● ASSIGNMENT: If a line below contains "family", add it to your tally, then answer with the tally alone.

Collected data:
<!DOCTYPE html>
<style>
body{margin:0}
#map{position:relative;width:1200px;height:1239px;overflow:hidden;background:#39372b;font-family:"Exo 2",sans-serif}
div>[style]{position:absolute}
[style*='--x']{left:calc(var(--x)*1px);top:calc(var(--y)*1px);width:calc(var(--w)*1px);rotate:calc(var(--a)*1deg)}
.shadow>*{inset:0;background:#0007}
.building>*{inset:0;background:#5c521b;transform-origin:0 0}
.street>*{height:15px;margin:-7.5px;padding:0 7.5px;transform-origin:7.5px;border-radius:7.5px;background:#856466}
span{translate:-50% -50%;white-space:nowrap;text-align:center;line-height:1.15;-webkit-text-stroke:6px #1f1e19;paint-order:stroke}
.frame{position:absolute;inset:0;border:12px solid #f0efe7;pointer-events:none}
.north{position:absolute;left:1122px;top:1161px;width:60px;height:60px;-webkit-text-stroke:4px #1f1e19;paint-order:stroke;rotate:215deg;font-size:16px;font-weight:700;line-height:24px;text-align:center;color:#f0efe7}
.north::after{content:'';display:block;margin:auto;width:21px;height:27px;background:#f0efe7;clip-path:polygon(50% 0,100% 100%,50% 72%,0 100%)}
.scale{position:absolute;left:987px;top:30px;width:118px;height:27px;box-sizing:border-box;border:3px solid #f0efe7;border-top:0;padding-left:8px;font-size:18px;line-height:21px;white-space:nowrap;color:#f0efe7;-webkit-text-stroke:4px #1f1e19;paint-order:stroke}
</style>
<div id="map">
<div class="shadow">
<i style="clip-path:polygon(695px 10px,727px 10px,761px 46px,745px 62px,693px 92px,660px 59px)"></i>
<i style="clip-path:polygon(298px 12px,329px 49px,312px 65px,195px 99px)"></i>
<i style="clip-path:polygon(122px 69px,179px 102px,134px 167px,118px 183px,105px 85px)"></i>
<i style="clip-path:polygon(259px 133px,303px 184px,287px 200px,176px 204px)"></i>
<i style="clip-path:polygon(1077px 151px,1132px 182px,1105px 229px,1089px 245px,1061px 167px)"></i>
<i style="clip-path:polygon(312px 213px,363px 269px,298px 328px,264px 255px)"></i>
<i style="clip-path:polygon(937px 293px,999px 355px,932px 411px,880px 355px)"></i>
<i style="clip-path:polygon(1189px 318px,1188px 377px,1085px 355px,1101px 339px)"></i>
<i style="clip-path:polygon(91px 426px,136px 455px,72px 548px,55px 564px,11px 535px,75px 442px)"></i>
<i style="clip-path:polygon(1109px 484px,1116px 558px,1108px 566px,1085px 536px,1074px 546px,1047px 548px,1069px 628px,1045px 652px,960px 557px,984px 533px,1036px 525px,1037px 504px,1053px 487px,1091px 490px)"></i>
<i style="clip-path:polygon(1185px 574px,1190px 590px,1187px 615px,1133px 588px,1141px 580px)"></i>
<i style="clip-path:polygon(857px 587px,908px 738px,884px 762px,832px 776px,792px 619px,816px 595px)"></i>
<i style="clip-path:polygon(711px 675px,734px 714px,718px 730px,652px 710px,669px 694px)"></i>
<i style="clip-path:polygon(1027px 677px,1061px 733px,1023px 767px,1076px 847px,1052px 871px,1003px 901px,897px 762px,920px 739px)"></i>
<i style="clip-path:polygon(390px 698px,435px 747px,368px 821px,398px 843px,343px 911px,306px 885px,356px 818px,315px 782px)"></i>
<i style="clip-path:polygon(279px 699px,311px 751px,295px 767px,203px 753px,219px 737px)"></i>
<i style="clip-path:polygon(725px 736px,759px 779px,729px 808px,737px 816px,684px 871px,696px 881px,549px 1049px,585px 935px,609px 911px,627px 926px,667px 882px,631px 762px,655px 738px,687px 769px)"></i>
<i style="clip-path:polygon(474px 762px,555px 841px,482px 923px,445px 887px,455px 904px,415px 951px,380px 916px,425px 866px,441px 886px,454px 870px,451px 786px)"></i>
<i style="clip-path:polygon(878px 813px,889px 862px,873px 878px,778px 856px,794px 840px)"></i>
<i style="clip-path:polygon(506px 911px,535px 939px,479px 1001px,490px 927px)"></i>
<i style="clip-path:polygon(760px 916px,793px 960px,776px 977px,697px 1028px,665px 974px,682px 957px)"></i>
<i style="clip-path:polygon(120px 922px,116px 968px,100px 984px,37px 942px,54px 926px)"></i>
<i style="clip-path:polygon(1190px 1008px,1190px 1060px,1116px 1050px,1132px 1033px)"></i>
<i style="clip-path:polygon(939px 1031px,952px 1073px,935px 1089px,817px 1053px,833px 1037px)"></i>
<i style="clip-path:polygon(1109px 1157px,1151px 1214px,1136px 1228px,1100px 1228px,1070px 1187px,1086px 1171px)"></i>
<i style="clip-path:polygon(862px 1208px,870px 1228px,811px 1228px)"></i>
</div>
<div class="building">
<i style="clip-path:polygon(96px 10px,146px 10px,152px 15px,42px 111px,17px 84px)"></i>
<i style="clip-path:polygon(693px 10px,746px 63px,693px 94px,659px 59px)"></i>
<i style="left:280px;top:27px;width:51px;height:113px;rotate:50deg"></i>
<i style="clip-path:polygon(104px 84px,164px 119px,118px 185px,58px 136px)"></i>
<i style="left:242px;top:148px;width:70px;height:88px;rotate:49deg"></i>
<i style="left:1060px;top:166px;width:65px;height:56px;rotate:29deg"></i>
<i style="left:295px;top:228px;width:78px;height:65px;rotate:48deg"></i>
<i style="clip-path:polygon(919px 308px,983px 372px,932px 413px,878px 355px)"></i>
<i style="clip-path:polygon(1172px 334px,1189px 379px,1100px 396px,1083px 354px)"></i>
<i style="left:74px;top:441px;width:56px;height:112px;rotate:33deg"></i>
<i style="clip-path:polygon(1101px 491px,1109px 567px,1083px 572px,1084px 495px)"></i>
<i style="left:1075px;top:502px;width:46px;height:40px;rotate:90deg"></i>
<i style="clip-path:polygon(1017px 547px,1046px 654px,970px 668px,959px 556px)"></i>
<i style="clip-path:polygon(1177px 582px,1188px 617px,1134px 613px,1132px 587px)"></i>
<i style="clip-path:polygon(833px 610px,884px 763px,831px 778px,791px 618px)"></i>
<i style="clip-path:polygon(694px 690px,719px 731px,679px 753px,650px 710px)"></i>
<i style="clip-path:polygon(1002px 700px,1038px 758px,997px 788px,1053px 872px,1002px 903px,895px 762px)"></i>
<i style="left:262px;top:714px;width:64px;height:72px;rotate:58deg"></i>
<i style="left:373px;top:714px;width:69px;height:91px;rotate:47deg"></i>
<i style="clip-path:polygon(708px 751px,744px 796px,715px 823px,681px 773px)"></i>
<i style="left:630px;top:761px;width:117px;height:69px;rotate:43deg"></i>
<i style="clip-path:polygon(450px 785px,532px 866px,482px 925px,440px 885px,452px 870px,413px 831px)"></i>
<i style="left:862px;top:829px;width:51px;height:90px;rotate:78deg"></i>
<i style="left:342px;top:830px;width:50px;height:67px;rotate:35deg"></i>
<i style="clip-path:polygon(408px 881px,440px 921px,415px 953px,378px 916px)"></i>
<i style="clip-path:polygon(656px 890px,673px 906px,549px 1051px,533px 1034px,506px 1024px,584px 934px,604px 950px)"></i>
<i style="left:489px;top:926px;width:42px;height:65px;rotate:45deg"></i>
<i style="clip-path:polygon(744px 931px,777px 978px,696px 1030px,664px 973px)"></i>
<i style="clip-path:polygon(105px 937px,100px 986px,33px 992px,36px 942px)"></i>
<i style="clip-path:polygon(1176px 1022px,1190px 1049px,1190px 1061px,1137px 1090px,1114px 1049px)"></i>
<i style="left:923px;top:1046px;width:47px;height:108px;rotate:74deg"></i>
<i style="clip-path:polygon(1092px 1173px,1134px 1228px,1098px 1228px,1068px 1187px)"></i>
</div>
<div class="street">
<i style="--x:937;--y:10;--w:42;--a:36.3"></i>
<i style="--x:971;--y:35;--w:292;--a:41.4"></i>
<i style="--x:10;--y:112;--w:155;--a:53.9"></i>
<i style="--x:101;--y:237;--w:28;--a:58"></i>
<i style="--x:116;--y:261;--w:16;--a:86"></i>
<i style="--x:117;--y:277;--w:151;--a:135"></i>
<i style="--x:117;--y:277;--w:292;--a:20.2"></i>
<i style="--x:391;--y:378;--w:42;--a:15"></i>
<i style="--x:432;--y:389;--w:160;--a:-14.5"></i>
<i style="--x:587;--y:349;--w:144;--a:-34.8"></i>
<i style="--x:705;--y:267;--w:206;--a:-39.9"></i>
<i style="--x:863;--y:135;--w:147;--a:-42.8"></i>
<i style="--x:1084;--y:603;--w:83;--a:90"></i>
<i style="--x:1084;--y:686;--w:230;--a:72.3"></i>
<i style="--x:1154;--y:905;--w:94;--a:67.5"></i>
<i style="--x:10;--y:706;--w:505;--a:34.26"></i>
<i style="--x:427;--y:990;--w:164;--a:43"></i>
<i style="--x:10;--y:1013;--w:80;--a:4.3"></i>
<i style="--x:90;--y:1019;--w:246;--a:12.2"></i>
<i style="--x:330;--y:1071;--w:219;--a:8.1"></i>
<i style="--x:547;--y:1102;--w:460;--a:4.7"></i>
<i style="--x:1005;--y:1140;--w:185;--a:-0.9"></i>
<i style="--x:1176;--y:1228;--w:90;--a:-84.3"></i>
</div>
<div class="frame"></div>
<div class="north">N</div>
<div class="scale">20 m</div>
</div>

---

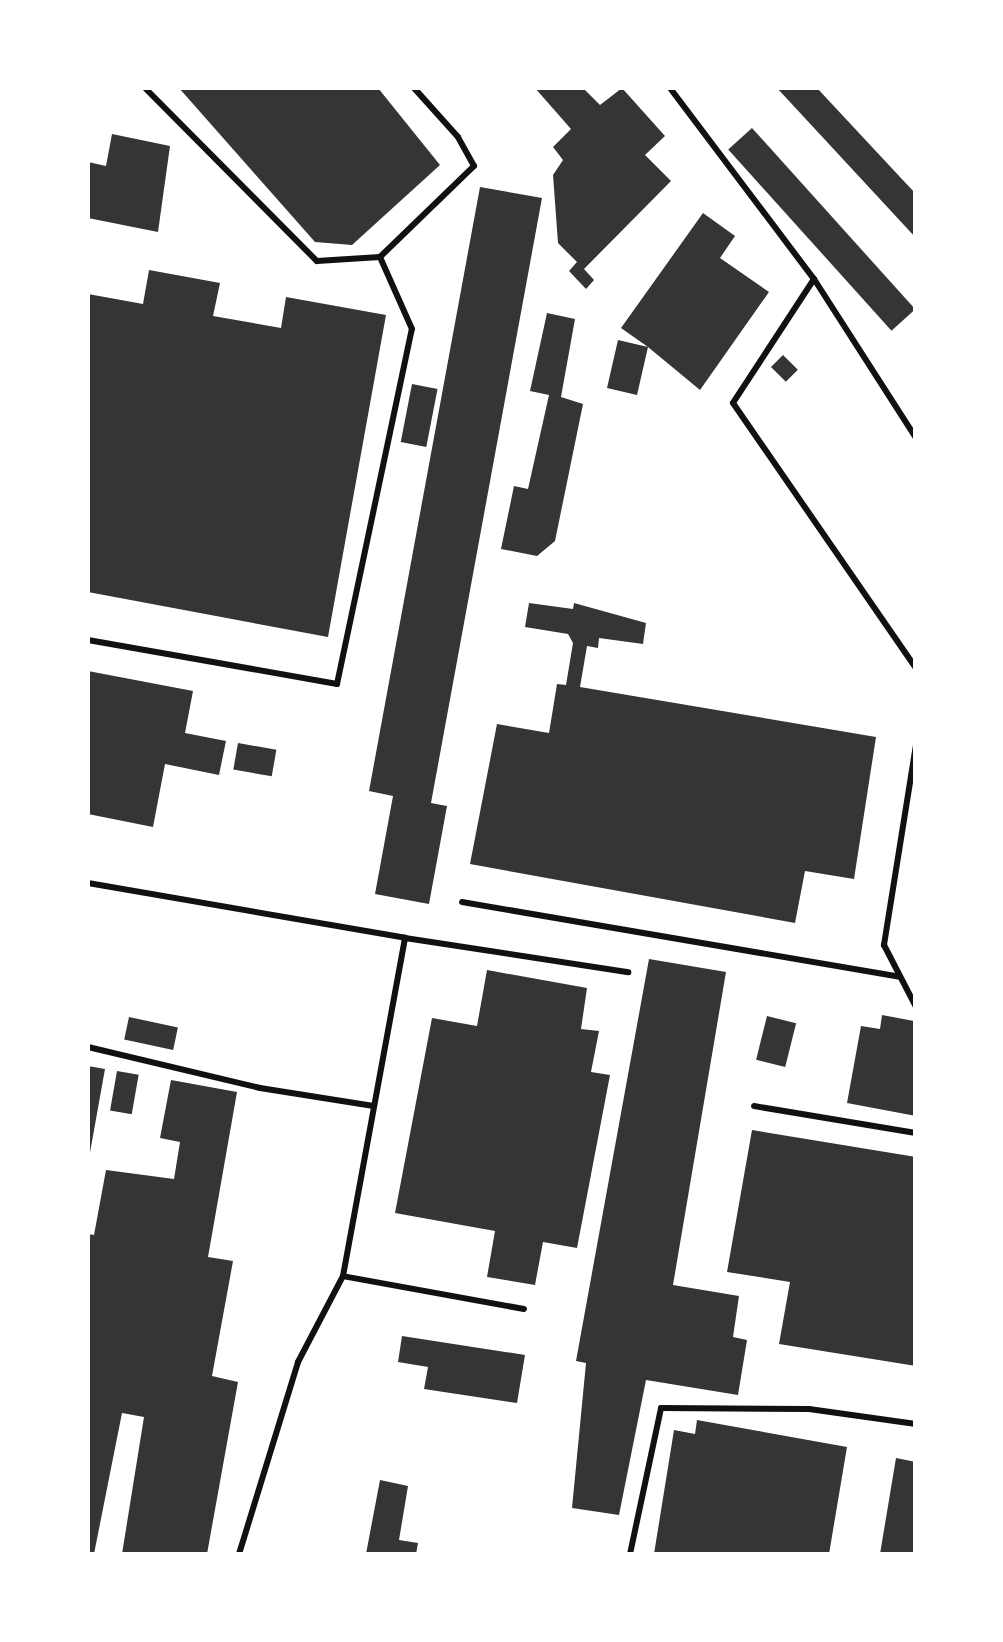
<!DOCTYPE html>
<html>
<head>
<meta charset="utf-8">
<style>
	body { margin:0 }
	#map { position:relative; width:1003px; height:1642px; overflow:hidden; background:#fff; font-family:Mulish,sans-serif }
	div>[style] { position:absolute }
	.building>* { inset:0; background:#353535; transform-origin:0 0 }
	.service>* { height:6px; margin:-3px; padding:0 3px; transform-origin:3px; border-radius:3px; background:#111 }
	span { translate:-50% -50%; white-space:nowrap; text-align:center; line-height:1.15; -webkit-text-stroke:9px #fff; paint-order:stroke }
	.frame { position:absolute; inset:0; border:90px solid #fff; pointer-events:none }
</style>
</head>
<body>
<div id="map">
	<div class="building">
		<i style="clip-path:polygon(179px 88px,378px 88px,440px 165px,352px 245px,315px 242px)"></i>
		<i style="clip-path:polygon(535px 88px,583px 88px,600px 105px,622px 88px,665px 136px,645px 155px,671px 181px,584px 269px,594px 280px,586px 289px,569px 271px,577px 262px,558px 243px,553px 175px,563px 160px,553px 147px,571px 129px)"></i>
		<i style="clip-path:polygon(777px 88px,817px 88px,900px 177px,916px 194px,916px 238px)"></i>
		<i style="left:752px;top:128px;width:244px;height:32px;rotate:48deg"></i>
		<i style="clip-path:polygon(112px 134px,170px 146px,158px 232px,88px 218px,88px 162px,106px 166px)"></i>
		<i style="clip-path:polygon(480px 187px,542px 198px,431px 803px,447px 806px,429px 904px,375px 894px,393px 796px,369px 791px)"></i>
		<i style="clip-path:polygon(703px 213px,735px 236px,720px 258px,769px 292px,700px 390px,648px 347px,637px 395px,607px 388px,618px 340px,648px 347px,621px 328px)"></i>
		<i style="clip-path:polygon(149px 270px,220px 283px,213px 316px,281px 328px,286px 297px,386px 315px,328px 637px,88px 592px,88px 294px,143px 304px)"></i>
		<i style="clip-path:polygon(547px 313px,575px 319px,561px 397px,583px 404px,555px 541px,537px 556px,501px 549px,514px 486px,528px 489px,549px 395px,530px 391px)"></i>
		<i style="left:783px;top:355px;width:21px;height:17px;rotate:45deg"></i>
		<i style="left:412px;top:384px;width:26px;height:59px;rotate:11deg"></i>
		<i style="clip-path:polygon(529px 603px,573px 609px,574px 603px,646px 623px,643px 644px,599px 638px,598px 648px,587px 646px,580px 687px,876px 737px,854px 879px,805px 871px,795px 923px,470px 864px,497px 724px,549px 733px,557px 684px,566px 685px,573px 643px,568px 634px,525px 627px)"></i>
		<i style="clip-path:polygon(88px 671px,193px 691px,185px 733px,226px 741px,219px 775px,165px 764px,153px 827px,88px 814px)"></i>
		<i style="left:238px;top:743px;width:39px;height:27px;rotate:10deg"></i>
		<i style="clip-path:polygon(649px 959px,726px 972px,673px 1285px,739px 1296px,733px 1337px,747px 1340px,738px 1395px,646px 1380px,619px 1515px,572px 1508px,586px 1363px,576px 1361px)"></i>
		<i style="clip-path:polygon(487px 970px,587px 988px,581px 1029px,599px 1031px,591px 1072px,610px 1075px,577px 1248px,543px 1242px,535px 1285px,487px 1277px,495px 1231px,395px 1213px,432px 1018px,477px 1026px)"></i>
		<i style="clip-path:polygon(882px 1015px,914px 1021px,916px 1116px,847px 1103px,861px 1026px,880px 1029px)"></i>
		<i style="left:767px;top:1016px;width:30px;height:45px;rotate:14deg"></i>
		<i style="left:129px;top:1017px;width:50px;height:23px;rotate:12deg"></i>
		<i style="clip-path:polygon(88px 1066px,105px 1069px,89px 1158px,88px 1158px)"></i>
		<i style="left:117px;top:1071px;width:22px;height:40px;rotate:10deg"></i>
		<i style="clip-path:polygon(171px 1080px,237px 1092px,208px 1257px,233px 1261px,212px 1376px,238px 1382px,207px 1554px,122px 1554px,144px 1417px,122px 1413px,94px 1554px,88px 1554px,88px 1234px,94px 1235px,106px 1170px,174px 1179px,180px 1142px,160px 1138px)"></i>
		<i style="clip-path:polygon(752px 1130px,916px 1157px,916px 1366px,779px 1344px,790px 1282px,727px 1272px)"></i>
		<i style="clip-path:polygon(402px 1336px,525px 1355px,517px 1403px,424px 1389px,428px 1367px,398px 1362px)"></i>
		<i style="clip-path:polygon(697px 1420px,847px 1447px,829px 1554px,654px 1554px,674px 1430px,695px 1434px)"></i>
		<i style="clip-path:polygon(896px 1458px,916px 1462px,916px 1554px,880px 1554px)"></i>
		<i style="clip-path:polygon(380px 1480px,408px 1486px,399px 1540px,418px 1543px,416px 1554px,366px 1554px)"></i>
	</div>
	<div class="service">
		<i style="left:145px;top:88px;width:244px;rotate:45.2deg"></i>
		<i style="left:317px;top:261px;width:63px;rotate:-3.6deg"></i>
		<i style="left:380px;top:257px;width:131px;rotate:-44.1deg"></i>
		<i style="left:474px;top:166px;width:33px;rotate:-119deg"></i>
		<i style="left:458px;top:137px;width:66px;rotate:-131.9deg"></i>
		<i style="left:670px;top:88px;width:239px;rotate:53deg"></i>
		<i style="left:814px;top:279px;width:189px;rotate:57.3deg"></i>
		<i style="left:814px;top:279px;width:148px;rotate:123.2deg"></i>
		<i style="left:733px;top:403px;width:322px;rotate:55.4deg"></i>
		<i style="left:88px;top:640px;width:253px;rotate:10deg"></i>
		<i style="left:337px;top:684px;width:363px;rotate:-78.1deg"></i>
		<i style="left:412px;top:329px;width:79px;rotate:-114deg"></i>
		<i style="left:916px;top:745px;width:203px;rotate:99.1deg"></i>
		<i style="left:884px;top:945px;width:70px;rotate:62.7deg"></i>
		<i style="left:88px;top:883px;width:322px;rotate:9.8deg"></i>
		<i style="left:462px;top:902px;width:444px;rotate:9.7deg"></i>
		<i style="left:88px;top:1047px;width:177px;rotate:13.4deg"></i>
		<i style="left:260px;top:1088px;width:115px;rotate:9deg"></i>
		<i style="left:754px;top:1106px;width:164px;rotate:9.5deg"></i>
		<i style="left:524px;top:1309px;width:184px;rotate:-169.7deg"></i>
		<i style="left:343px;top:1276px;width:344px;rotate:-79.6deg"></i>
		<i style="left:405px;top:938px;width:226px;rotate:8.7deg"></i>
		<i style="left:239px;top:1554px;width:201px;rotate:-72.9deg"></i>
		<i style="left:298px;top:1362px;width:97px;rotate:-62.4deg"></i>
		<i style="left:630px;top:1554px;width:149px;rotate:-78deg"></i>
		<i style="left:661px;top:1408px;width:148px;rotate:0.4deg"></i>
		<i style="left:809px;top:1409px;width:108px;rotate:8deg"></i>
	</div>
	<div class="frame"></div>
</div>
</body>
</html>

● FINISHED TASK: 2